Арон Моисеевич Радунский

Арон Моисеевич Радунский, директор нашей школы, был человеком безусловно неординарным. Во-первых, по слухам он уже несколько раз разводился – всё с одной и той же супругой, что, конечно же, свидетельствовало о его постоянстве. Во-вторых, он был человеком ехидным. Как-то на педсовете стоял вопрос об исключении из школы одного ученика. Его поймали с поличным, когда он «обследовал» химический кабинет – бог его знает, что он мог там найти.

За парня вступился физик, Рисс: «Это очень способный ученик. Он интересуется физикой.».

– А что, в физическом кабинете всё цело? – бросил реплику Радунский. Судьба парня была решена.

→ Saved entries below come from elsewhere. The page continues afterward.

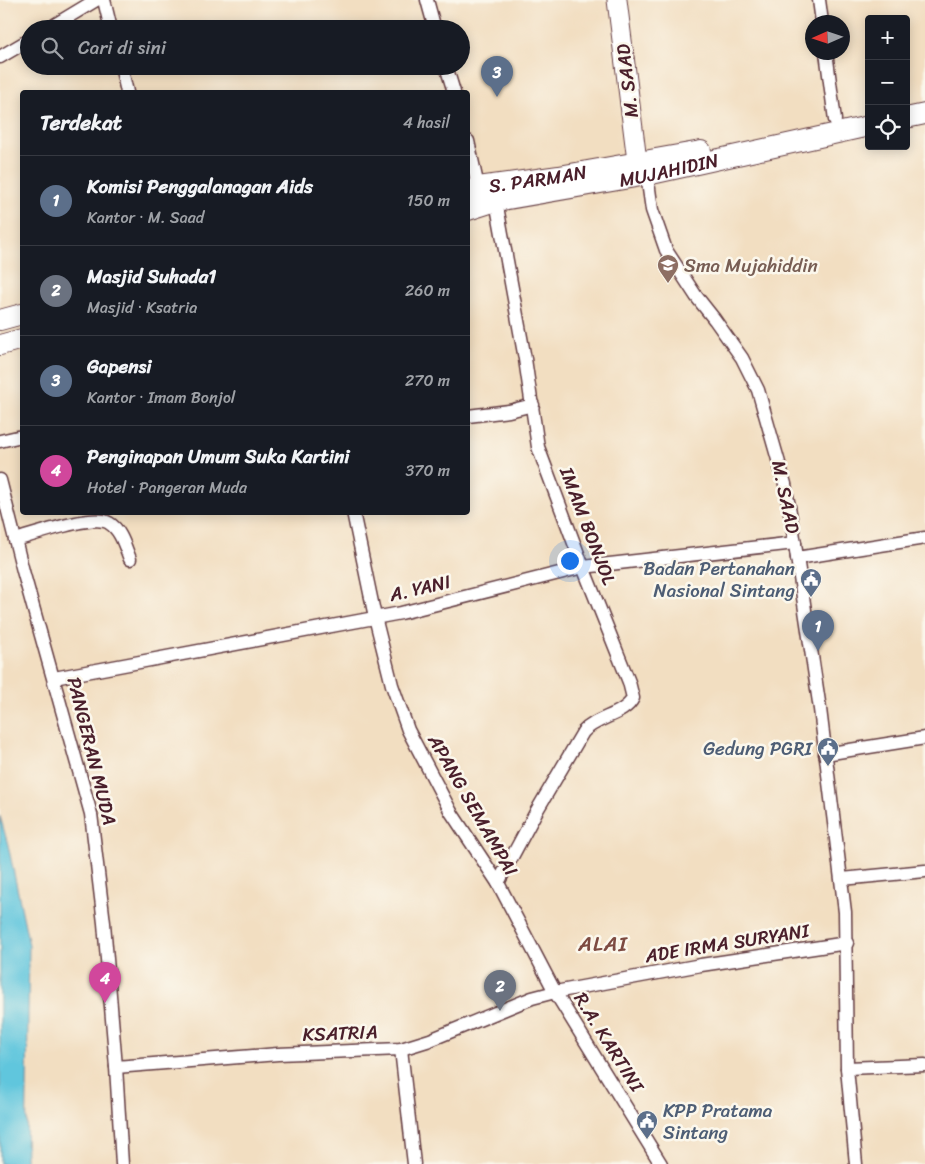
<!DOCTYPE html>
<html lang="id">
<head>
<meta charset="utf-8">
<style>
	:root { --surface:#171b24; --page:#20242c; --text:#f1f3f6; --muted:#9ea1a6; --line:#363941; --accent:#d93025 }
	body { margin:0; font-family:Sriracha,sans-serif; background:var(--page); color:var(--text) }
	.controls { position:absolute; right:15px; top:15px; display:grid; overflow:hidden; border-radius:5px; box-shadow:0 2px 12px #0003 }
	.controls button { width:45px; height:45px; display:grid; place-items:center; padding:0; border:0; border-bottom:1px solid var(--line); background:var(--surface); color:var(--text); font:25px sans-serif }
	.compass { position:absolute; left:805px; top:15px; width:45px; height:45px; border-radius:50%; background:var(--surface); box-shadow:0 2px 12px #0003; rotate:267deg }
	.you { position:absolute; left:569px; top:560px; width:18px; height:18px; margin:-12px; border:4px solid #fff; border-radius:50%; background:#1a73e8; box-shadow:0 0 0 8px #1a73e833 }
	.badge { display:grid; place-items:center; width:32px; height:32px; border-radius:50%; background:var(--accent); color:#fff; font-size:16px; font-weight:700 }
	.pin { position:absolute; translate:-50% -41px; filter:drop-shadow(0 1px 2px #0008) }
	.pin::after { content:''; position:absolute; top:26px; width:18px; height:15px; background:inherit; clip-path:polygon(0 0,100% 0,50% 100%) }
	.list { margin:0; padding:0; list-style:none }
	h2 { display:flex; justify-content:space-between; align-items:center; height:65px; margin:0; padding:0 20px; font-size:21px }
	h2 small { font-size:16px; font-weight:400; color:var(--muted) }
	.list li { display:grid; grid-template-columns:32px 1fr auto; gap:15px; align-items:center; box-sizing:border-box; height:90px; padding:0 20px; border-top:1px solid var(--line) }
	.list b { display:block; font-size:19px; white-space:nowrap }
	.list p { margin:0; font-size:16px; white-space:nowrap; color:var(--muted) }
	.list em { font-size:16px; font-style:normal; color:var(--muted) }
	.icon { flex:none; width:28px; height:28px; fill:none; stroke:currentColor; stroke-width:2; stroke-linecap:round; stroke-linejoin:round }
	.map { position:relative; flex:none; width:925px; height:1164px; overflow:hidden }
	.search { position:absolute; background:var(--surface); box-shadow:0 2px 12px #0003; left:20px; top:20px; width:450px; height:55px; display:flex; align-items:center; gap:12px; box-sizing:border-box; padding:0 18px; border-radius:28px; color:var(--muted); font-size:19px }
	.panel { position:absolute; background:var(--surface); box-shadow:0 2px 12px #0003; left:20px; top:90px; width:450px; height:425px; border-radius:5px }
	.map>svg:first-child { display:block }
</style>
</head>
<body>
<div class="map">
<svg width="925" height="1164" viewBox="0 0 925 1164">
	<rect width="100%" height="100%" fill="#fbf7ec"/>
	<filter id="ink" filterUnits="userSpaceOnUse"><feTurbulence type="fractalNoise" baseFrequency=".02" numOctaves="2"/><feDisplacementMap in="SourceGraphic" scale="10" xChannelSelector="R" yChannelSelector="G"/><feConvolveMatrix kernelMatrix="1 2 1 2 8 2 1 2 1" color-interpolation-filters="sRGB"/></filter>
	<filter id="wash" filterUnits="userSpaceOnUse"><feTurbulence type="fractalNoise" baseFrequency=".0096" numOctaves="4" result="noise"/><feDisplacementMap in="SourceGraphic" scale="20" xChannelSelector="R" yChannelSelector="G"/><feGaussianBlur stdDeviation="1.12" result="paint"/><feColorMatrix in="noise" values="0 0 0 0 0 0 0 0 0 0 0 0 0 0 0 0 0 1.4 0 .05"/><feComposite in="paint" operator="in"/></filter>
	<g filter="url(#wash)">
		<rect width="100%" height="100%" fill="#f2dec1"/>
		<path fill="#60c6dd" stroke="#557284" d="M 0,816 L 8,845 L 29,945 L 26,1164 L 0,1164 Z"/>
	</g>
	<g filter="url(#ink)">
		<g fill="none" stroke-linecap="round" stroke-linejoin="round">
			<g stroke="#633c42" stroke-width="15">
				<g id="street">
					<path d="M 104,0 L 111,29"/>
					<path d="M 427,0 L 435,29"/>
					<path d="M 819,0 L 822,22"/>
					<path d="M 48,29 L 96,0"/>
					<path d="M 826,52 L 835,120"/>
					<path d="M 0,57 L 29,40"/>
					<path d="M 121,66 L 127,92"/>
					<path d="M 446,66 L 454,92"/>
					<path d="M 468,141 L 478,187 L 496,201 L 525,359 L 538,447 L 583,567 L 629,682 L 633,698 C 625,715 596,717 583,732 L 536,812 L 498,883"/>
					<path d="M 647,175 L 652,210 L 666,250 L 696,296 L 715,320 L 742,358 L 758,390 L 785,484 L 791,518 L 820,709 L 845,912 L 847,1068 L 856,1164"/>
					<path d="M 468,416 L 509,411 L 533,405"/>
					<path d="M 0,441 L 22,436"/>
					<path d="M 0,480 L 23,571 L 91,814 L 104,923 L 116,1067 L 122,1164"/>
					<path d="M 353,512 L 375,617 L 392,685 L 408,730 L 451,812 L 498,883 L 555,992 L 661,1164"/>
					<path d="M 15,540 C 34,535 93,513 109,523 C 121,530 125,547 130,559"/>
					<path d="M 797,558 L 925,538"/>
					<path d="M 54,678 L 401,613 L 583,567 L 795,543"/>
					<path d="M 825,754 L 925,738"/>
					<path d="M 842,879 L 925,871"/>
					<path d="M 401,1049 L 414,1164"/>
					<path d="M 116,1067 L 278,1054 L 401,1049 L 430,1040 L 532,998 L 555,992 L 701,965 L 847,943"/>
					<path d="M 847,1068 L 925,1065"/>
				</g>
			</g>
			<g stroke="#633c42" stroke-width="21">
				<path id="secondary" d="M 617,0 L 637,161"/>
			</g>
			<g stroke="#633c42" stroke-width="22">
				<g id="primary">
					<path d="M 906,118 L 925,114"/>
					<path id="s1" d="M 468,191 L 478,187 L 559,176 L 701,151"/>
					<path id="s2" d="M 468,210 L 496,201 L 647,175 L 869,126"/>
					<path d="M 0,320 L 22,314"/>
					<path d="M 0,345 L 22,339"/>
				</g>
			</g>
			<use href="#street" stroke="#fff" stroke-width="12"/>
			<use href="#secondary" stroke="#fff" stroke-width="19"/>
			<use href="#primary" stroke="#fff" stroke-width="20"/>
		</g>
	</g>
	<defs>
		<g id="school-pin" transform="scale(1.125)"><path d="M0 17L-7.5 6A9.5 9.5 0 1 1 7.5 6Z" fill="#8d6e63" stroke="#fbf7ec"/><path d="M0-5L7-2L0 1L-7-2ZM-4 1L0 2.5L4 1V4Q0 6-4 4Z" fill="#fff"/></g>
		<g id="civic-pin" transform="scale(1.125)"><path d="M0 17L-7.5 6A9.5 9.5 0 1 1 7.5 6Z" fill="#5c6f8a" stroke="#fbf7ec"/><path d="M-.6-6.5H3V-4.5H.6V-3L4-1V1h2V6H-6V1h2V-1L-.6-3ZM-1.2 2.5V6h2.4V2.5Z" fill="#fff"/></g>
	</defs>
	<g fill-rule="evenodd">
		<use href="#school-pin" x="668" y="265"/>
		<use href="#civic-pin" x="811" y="579"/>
		<use href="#civic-pin" x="828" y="748"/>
		<use href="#civic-pin" x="647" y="1121"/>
	</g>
	<g text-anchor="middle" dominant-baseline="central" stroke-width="5" stroke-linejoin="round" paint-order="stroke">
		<g font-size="19" fill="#4a1f2b" stroke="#fbf7ec">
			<text transform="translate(627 81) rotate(-97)">M. SAAD</text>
			<text stroke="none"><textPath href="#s2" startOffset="205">MUJAHIDIN</textPath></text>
			<text stroke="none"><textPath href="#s1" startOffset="71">S. PARMAN</textPath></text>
			<text transform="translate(786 497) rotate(78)">M. SAAD</text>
			<text transform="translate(588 526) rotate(69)">IMAM BONJOL</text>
			<text transform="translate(420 588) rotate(-13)">A. YANI</text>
			<text transform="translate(92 751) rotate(76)">PANGERAN MUDA</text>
			<text transform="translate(473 805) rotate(60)">APANG SEMAMPAI</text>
			<text transform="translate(727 943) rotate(-9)">ADE IRMA SURYANI</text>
			<text transform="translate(340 1033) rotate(-2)">KSATRIA</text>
			<text transform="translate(609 1042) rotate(58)">R.A. KARTINI</text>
		</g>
		<g font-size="19" fill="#785e54" stroke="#fbf7ec" text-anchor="start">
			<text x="684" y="265">Sma Mujahiddin</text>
		</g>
		<g font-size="19" fill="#4e5e75" stroke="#fbf7ec" text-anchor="end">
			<text x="795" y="568">Badan Pertanahan<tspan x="795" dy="22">Nasional Sintang</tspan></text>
			<text x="812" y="748">Gedung PGRI</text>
			<text x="663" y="1110" text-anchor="start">KPP Pratama<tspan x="663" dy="22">Sintang</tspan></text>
		</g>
		<g font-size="21" letter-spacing="1" fill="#7d4a41" stroke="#fbf7ec">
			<text x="603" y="944">ALAI</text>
		</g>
	</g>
</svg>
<div class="controls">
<button>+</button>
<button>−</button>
<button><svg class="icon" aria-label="locate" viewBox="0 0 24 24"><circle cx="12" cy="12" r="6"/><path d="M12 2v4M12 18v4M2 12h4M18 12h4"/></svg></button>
</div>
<svg class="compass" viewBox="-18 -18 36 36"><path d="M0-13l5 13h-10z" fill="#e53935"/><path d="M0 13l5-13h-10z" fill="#9ea1a6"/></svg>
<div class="you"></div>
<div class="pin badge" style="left:818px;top:651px;background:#5c6f8a">1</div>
<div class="pin badge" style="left:500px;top:1011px;background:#6b7280">2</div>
<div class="pin badge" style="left:497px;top:97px;background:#5c6f8a">3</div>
<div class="pin badge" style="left:105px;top:1003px;background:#d1479c">4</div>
<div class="search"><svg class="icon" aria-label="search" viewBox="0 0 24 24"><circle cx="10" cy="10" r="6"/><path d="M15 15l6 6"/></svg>Cari di sini</div>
<section class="panel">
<h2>Terdekat<small>4 hasil</small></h2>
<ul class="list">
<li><span class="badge" style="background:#5c6f8a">1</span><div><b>Komisi Penggalanagan Aids</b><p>Kantor · M. Saad</p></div><em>150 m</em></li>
<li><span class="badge" style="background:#6b7280">2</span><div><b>Masjid Suhada1</b><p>Masjid · Ksatria</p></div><em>260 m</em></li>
<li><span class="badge" style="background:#5c6f8a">3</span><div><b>Gapensi</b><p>Kantor · Imam Bonjol</p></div><em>270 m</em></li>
<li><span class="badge" style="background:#d1479c">4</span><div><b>Penginapan Umum Suka Kartini</b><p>Hotel · Pangeran Muda</p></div><em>370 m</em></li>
</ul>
</section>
</div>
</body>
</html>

А на уроках по математике, которую Арон Моисеевич вел в старших классах, нам доставалось. Выслушав ответ незадачливого школьника Арон Моисеевич начинал: «Ну что ж, сегодняшний матриал вы подготовили хорошо, но, – большой палец правой руки отрывался от кулака, поднимался, изгибался и начинал вращаться, – элементарных знаний нехвататет. – Директор переходил на ты, – Садись, двойка!» – и большой палец прищелкивал, как если бы давил вошь.


Традиции и кое-что еще

Может быть не вредно упомянуть об одной особенности нашей школы № 336 им. Радищева. В каком-то смысле это была элитная школа. Я не зря употребил выражение «в каком-то смысле». Дело в том, что там учились, в основном, дети работников знаменитого в то время ЦАГИ – Центрального Аэрогидро Института и подведомственного этому институту опытного завода № 156. Считалось, что радищевцы (так мы себя называли) проходят под эгидой ЦАГИ весь воспитательно-образовательный цикл, то есть детский сад, школу и институт, а затем идут работать в ЦАГИ или на 156-ой завод. Поэтому в школе царил культ авиации. Учили нас, наверное, неплохо, судя по тому, что все выпускники, из тех кого я знаю, стали инженерами, кандидатами и докторами технических наук. Исключением, кажется, был только Эдуард Павлович Думпэ, который стал профессором и доктором медицинских наук.


Эвакуация

22 июня 1941 года. Выступление Молотова. Мы уверены в скорой победе. В стране пропагандировалась знаменитая формула «На вражьей земле мы врага разобьем малой кровью, могучим ударом». Писали о каком-то Ворошиловском залпе, который многократно превосходит суммарный залп немецкой артиллерии, и т. д. и т. п., Сводки первых дней войны также способствовали такому шапкозакидательскому настроению. Советское руководство всегда заботилось о том, чтобы не пугать граждан, а потому старалось как можно меньше их информировать.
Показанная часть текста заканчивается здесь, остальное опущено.